Ketika PSSI memutuskan untuk mengakhiri kontraknya, banyak yang merasa kehilangan. Keputusan ini mungkin didasarkan pada ambisi untuk mencapai target yang lebih besar, seperti lolos ke Piala Dunia 2026. Tapi kehilangan Shin terasa seperti kehilangan seorang mentor, seseorang yang telah memberi banyak pelajaran berharga.
Warisan Shin Tae-yong tetap hidup. Filosofi permainannya akan terus diingat, bukan hanya oleh para pemain, tetapi juga oleh pelatih dan penggemar sepak bola di Indonesia. Ia mengajarkan bahwa sepak bola bukan hanya soal menang atau kalah, tetapi juga soal kerja keras, disiplin, dan keberanian untuk mencoba sesuatu yang baru.

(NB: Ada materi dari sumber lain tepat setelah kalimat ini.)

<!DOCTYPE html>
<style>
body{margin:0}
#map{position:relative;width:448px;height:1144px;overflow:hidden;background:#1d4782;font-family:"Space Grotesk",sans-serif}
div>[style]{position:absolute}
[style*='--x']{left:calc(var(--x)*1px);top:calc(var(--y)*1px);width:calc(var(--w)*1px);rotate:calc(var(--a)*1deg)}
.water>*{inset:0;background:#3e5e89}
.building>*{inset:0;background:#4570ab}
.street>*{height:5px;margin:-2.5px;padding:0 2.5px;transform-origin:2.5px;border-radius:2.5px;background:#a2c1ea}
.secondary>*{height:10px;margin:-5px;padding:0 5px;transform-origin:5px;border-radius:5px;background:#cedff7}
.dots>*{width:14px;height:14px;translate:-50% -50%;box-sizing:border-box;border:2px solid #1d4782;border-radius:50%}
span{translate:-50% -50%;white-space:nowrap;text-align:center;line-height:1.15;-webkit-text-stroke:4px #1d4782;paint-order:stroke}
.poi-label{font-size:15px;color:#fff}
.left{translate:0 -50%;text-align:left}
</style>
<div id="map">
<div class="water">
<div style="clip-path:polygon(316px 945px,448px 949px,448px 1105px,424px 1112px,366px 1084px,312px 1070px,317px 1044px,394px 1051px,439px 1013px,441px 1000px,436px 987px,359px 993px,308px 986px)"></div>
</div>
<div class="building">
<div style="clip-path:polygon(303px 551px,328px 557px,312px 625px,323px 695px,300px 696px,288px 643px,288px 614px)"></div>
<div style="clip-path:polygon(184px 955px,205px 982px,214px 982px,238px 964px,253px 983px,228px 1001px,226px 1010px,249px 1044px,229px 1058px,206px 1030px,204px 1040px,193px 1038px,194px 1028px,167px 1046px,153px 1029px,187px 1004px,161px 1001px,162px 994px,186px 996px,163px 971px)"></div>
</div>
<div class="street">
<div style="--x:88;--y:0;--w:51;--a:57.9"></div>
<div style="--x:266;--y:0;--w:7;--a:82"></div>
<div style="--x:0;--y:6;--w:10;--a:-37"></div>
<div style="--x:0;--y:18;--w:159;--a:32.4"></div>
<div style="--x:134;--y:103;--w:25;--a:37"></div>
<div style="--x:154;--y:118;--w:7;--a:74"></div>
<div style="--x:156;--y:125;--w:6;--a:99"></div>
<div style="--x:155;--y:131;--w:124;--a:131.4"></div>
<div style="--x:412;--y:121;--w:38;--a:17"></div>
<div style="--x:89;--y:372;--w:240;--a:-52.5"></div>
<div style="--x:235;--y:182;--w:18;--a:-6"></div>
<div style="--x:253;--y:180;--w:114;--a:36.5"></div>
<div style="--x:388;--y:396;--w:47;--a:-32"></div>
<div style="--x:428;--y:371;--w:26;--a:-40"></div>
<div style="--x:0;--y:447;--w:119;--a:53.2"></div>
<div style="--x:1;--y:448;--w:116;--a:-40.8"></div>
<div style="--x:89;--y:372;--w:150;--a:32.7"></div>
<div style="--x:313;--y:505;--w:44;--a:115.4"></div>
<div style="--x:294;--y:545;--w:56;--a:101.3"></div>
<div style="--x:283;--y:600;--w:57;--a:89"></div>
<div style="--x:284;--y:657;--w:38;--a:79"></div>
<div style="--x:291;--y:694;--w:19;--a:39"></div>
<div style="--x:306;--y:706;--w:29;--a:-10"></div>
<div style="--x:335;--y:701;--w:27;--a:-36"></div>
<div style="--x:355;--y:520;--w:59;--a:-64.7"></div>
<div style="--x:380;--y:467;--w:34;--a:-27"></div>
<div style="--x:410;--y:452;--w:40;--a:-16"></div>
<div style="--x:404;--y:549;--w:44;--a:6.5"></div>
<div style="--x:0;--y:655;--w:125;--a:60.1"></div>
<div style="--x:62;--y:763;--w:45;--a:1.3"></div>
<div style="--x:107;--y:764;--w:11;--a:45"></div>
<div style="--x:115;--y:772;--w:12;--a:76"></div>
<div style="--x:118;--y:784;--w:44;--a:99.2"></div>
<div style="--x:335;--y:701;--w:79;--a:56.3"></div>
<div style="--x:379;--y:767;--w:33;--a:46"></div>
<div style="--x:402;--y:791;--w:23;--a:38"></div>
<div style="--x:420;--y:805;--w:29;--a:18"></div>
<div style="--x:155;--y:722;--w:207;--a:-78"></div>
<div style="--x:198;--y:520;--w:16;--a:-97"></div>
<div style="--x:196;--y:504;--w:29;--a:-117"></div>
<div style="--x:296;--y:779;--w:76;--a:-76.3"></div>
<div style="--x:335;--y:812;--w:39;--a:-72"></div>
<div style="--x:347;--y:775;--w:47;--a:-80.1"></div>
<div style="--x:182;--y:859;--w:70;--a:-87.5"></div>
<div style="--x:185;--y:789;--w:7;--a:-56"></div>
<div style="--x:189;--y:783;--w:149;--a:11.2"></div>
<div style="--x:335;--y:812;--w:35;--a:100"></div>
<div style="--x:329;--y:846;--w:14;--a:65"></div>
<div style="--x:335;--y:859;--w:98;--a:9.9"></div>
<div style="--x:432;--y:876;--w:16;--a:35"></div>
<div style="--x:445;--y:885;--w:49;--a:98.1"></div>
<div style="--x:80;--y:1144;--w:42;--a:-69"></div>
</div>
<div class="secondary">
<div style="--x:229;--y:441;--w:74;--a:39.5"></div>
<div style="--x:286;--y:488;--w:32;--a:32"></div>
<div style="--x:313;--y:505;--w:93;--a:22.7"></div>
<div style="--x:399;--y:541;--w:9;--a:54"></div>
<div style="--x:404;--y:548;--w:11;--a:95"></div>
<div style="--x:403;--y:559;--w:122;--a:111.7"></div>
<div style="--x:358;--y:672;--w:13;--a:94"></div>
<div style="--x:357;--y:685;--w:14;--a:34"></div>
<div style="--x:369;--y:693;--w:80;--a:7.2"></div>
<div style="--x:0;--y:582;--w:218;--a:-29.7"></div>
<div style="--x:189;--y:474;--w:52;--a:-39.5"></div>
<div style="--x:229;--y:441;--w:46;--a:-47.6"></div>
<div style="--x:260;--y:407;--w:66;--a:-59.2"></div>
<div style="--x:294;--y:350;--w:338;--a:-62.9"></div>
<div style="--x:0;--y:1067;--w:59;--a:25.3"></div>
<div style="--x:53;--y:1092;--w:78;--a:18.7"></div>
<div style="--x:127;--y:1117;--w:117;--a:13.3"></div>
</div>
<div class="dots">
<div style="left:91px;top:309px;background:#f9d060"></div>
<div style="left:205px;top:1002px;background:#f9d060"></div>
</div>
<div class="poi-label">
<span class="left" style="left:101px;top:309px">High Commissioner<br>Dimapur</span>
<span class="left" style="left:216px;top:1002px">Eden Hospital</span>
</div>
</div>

Bagi saya, Shin bukan hanya pelatih favorit, tetapi juga inspirasi. Di SSB yang saya kelola, anak-anak kini berlatih dengan semangat yang sama seperti yang Shin tanamkan: tidak mudah menyerah, selalu percaya pada diri sendiri, dan bermain dengan hati.
Pemecatan Shin Tae-yong mungkin membuat saya malas menulis hari itu, tetapi kenangan tentang gaya kepelatihannya memberi saya alasan untuk terus berbagi cerita. Ia adalah bukti bahwa seorang pelatih bisa lebih dari sekadar seseorang yang memberi instruksi.
Ia adalah seorang pemimpin, seorang guru, dan seorang visioner. Shin mungkin sudah pergi, tetapi filosofinya akan terus hidup di hati para pecinta sepak bola.